━━━━━ DATA FOR THE TASK
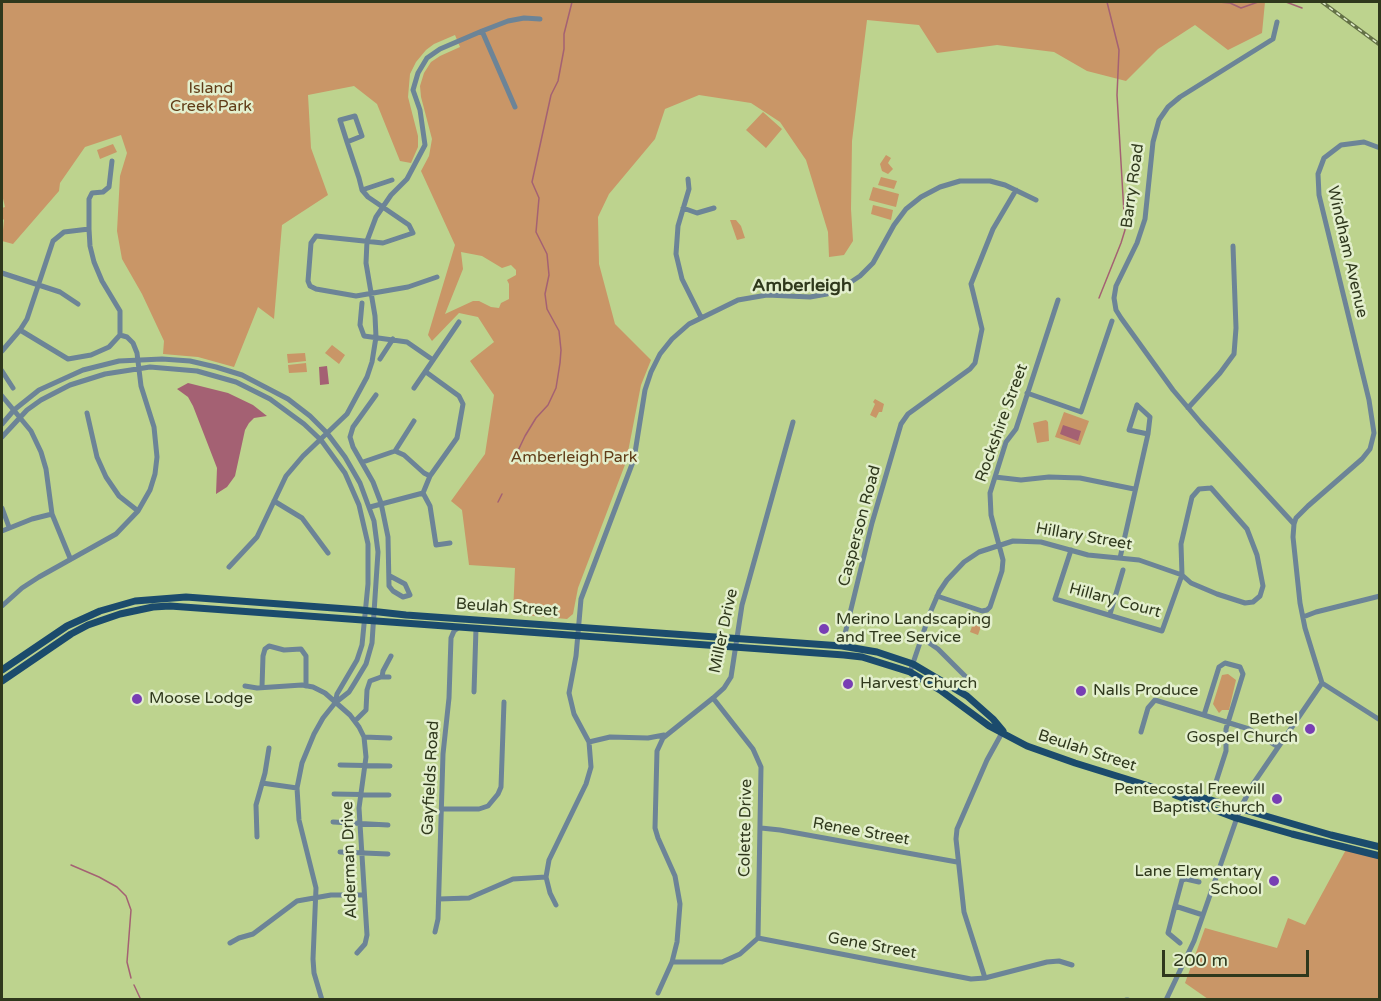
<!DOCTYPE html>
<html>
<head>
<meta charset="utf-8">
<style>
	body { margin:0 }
	#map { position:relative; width:1381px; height:1001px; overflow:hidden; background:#bdd38e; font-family:"Varela Round",sans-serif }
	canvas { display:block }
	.frame { position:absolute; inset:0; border:3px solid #2f381c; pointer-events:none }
	.scale { position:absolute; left:1162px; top:950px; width:147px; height:27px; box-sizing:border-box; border:3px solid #2f381c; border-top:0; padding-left:8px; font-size:18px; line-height:21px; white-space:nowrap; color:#2f381c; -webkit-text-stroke:4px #e3efcd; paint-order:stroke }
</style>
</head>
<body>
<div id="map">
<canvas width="1381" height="1001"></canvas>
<div class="frame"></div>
<div class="scale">200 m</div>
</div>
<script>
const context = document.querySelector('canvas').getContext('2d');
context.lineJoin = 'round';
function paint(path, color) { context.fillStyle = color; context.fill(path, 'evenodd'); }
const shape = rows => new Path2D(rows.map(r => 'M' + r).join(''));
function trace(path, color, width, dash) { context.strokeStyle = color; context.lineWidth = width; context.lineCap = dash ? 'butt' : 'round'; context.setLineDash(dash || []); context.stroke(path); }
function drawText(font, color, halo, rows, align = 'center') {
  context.font = font + ' "Varela Round",sans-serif'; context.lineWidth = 5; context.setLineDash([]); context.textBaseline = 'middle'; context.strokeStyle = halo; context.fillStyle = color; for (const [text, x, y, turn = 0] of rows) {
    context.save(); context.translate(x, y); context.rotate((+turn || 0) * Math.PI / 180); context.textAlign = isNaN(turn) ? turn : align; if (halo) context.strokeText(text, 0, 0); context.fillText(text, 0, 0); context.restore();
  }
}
paint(shape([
	[2,2,1265,2,1262,33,1228,50,1195,25,1158,49,1126,81,1087,71,1054,52,997,45,937,53,919,25,867,20,852,141,851,209,853,241,844,255,829,257,828,232,806,160,780,122,751,103,699,95,665,109,655,139,609,194,598,217,599,264,615,324,651,360,641,385,626,462,578,588,573,614,567,619,513,614,515,568,469,565,462,510,451,501,485,454,494,395,470,361,494,342,478,317,459,313,432,341,428,335,455,245,421,171,429,156,432,139,421,97,420,86,424,73,431,62,440,56,460,47,455,35,434,44,426,50,416,62,410,74,408,97,418,136,418,147,411,163,400,161,377,104,354,86,308,95,311,148,328,195,282,225,274,319,258,307,234,367,198,357,163,354,164,341,142,294,122,259,117,231,120,176,127,153,121,135,85,147,60,183,59,191,13,244,2,241,4,220,2,218,2,208,5,207,2,194],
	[461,252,482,256,502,268,511,265,516,270,516,275,507,280,509,284,509,299,501,303,499,308,491,307,479,301,473,301,445,314,463,269],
	[763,112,782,129,766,148,746,130],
	[113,144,117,152,100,159,97,150],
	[886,155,891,158,888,163,893,169,888,174,882,171,880,164],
	[881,177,897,181,894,189,878,185],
	[873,187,899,194,896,207,869,200],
	[873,205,893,210,891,220,871,214],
	[730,220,736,220,741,226,745,238,737,240],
	[332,345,345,355,339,364,325,353],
	[305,353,306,361,288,363,287,354],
	[306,363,307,372,289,373,288,365],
	[875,399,884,404,882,412,879,412,876,418,870,415,875,404,873,402],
	[1064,412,1089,421,1080,445,1055,437],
	[1046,420,1048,422,1049,441,1037,443,1033,423],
	[976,615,984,618,978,635,970,632],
	[1228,674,1236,680,1229,710,1222,710,1219,713,1213,704,1222,675],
	[1348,846,1379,857,1379,999,1208,999,1185,983,1205,928,1277,948,1288,918,1305,925]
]), '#c99667');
paint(shape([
	[327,366,329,384,320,385,319,367],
	[188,383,228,393,253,405,267,416,254,418,249,423,245,430,235,476,227,487,216,494,217,468,193,406,188,397,177,389],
	[1063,425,1081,431,1078,441,1060,434]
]), '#a46173');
trace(shape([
	[1219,2,1230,3,1241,8,1258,2],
	[1286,2,1302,8],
	[1099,298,1121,243,1125,230,1117,95,1119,50,1107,2],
	[514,459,525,436,536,418,548,405,556,388,560,363,561,350,559,331,547,309,545,294,549,275,547,254,536,232,539,198,532,182,551,95,558,81,564,49,564,34,572,2],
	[498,502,502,494],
	[71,865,99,877,117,887,126,896,131,910,127,962,131,978],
	[134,985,141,1000]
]), '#a46173', 1.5);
trace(shape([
	[1277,22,1273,39,1180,97,1168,107,1159,120,1153,142,1145,219,1137,243,1116,286,1114,298,1116,310,1121,318,1173,390,1201,423,1294,524],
	[482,31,508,21,524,18,540,19],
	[347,142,362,136,355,116,340,120,347,142,359,178,362,190,368,197,409,225,413,233,383,243,316,236,311,243,308,281,310,286,316,289,356,296,408,287,437,277],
	[688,179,689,189,678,226,676,254,682,279,701,317],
	[362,190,392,180],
	[683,208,697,213,714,208],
	[2,273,60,292,78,304],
	[362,303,360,325,364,336,407,342,433,360],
	[20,330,68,359,91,355,109,347,120,335,120,311,102,281,94,262,90,246,89,229,89,199,92,193,103,192,109,187,112,161],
	[2,351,20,330,27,319,53,241,64,232,89,229],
	[380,359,393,339],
	[2,371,13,388],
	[414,388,459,322],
	[1027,393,1081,412,1112,321],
	[376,395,353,427,350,437,353,447,373,482,381,503,388,537,389,586,393,591,403,597,410,595,405,584,390,576],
	[2,396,31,431,41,452,46,469,52,514,70,558],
	[1137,405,1150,417,1148,434,1129,430,1137,405],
	[1188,408,1220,373,1234,354,1236,328,1233,246],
	[87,413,97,457,106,477,119,496,138,511],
	[2,424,14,410,39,390,83,370,119,361,162,359,190,361,216,367,242,375,288,399,310,416,327,433,345,457,360,483,374,521,378,552,372,643,366,664,354,684,349,692,335,703,323,718,314,734,302,763,297,788,299,820,316,888,313,959,314,973,322,1000],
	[2,437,27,410,41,400,70,385,105,374,150,367,197,371,236,382,270,399,304,424,321,440,345,473,359,505,368,544,368,584,362,645,357,660,337,694,335,703],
	[395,451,414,421],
	[363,462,395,451,404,455,424,473,430,476],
	[995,477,1021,480,1049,477,1080,478,1134,489],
	[1211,488,1247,529,1257,555,1263,586,1260,596,1253,602,1245,603,1217,594,1191,583,1182,575,1181,544,1192,497,1199,489,1211,488],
	[423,493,430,476,457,438,463,404,459,396,426,372],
	[423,493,430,506,436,545,450,543],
	[274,501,302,518,328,553],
	[370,507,423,493],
	[2,508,9,527],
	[2,531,32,519,52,514],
	[1120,558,1148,434],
	[229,567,257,537,286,476,303,456,347,414,367,377,372,362,376,337,375,316,366,263,367,241,376,217,391,195,407,179,425,145,420,110,413,90,418,73,427,58,440,49,482,31,515,107],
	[937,596,982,611,987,610,990,607,1002,571,1003,560,991,515,990,493,1006,442,1016,429,1058,300],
	[2,606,22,588,39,577,116,534,138,511,150,490,155,474,157,457,154,427,141,386,137,353,133,343,127,337,120,335],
	[1110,614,1123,570],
	[1303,617,1316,612,1380,596],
	[922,638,938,649,970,681],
	[842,646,872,523,901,424,908,414,970,369,975,363,982,329,971,284,993,229,1016,190],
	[910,672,930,613,939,592,947,580,964,562,979,552,1013,541,1041,542,1088,555,1139,560,1182,575,1162,631,1055,599,1071,550],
	[382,677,383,671,391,656],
	[1322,683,1380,720],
	[245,686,257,688,302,685,313,687,325,693,350,715,359,727,364,737,366,757,359,808,367,935,365,944,357,953],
	[262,687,263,656,265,649,269,646,284,650,301,649,306,656,306,686],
	[474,692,476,628],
	[713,698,753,749,761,767,758,938],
	[1204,715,1219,667,1225,663,1240,667,1243,674,1226,729,1226,751,1215,785],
	[355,721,366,710,367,690,370,681,381,677,389,677],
	[1141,732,1148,708,1155,700,1249,729,1278,747],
	[364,737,390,738],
	[589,742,610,737,648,738,664,735],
	[340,765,390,766],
	[262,783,297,788],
	[334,794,389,795],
	[442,809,479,809,488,806,498,794,501,787,504,702],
	[333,822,388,825],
	[761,828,780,830,957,862],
	[257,837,256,805,265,773,269,748],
	[340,852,388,854],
	[1199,882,1186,879,1182,880,1175,906,1203,915],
	[439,899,469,898,513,879,546,877],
	[556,905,550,893,546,877,549,860,586,784,591,767,589,742,574,714,569,693,576,656,581,599,634,459,645,390,651,372,660,354,672,339,689,324,738,300,767,295,810,297,827,294,845,286,860,276,873,263,894,225,906,209,921,197,940,187,960,181,990,181,1005,185,1036,200],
	[1175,906,1168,933,1180,943],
	[435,932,438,919,443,754,449,698,451,638,454,631,459,627],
	[758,938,971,979,985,978,1047,962,1059,961,1072,965],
	[230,943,239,938,253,934,297,901,331,895,364,895],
	[672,962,722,962,740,954,758,938],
	[985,978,964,912,956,839,957,829,987,760,1003,731],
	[658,993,672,962,677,942,680,904,675,876,658,838,655,828,657,751,663,738,713,698,724,688,731,677,742,605,793,422],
	[1126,1000,1128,1000],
	[1166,1000,1194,941,1240,809,1253,784,1322,683,1305,628,1300,603,1293,537,1294,524,1296,518,1308,506,1362,459,1370,449,1374,433,1369,400,1319,195,1318,174,1324,158,1341,145,1364,142,1380,148]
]), '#6c8497', 5);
trace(shape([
	[2,670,67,626,100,611,135,601,186,597,361,610,406,615,842,646,877,652,913,664,967,696,993,719,1003,731],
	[2,681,71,634,88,625,120,614,153,607,170,606,844,655,862,657,910,672,940,690,989,726,1027,746,1075,763,1165,791,1197,796,1331,835,1380,847],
	[1175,795,1236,818,1292,834,1380,856]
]), '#1b4b6c', 7);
const rail = shape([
	[1322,2,1380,45]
]);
trace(rail, '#647146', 4);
trace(rail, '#e3efcd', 1.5, [4.5]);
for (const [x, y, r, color] of [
	[824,629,6,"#783eb4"],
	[848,684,6,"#783eb4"],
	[1081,691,6,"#783eb4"],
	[137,699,6,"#783eb4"],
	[1310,729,6,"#783eb4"],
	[1277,799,6,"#783eb4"],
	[1274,881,6,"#783eb4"]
]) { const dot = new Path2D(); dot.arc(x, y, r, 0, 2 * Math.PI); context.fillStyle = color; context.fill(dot); trace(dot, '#e3efcd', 2); }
drawText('16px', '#603c17', '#e3efcd', [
	["Island",211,89],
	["Creek Park",211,107],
	["Amberleigh Park",574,458]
]);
drawText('16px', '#2f381c', '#e3efcd', [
	["Barry Road",1133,186,-82],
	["Windham Avenue",1347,252,77],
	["Rockshire Street",1002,423,-70],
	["Casperson Road",860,526,-75],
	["Hillary Street",1084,537,10],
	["Hillary Court",1115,601,15],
	["Beulah Street",507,608,4],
	["Miller Drive",724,631,-78],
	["Beulah Street",1087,751,18],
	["Gayfields Road",431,778,-87],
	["Colette Drive",746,828,-89],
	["Renee Street",861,832,10],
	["Alderman Drive",350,860,-92],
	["Gene Street",872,946,10]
]);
drawText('16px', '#2f381c', '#e3efcd', [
	["Merino Landscaping",836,620],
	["and Tree Service",836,638],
	["Harvest Church",860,684],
	["Nalls Produce",1093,691],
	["Moose Lodge",149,699],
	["Bethel",1298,720,"right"],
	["Gospel Church",1298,738,"right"],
	["Pentecostal Freewill",1265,790,"right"],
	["Baptist Church",1265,808,"right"],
	["Lane Elementary",1262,872,"right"],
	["School",1262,890,"right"]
], 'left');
drawText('bold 18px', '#2f381c', '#e3efcd', [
	["Amberleigh",802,286]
]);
</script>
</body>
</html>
━━━━━━━━━━
### PROBLEM DETAILS
If the word "lineWidth" is on a line above, return that line.

### RESULT OF THIS EXERCISE
function trace(path, color, width, dash) { context.strokeStyle = color; context.lineWidth = width; context.lineCap = dash ? 'butt' : 'round'; context.setLineDash(dash || []); context.stroke(path); }
  context.font = font + ' "Varela Round",sans-serif'; context.lineWidth = 5; context.setLineDash([]); context.textBaseline = 'middle'; context.strokeStyle = halo; context.fillStyle = color; for (const [text, x, y, turn = 0] of rows) {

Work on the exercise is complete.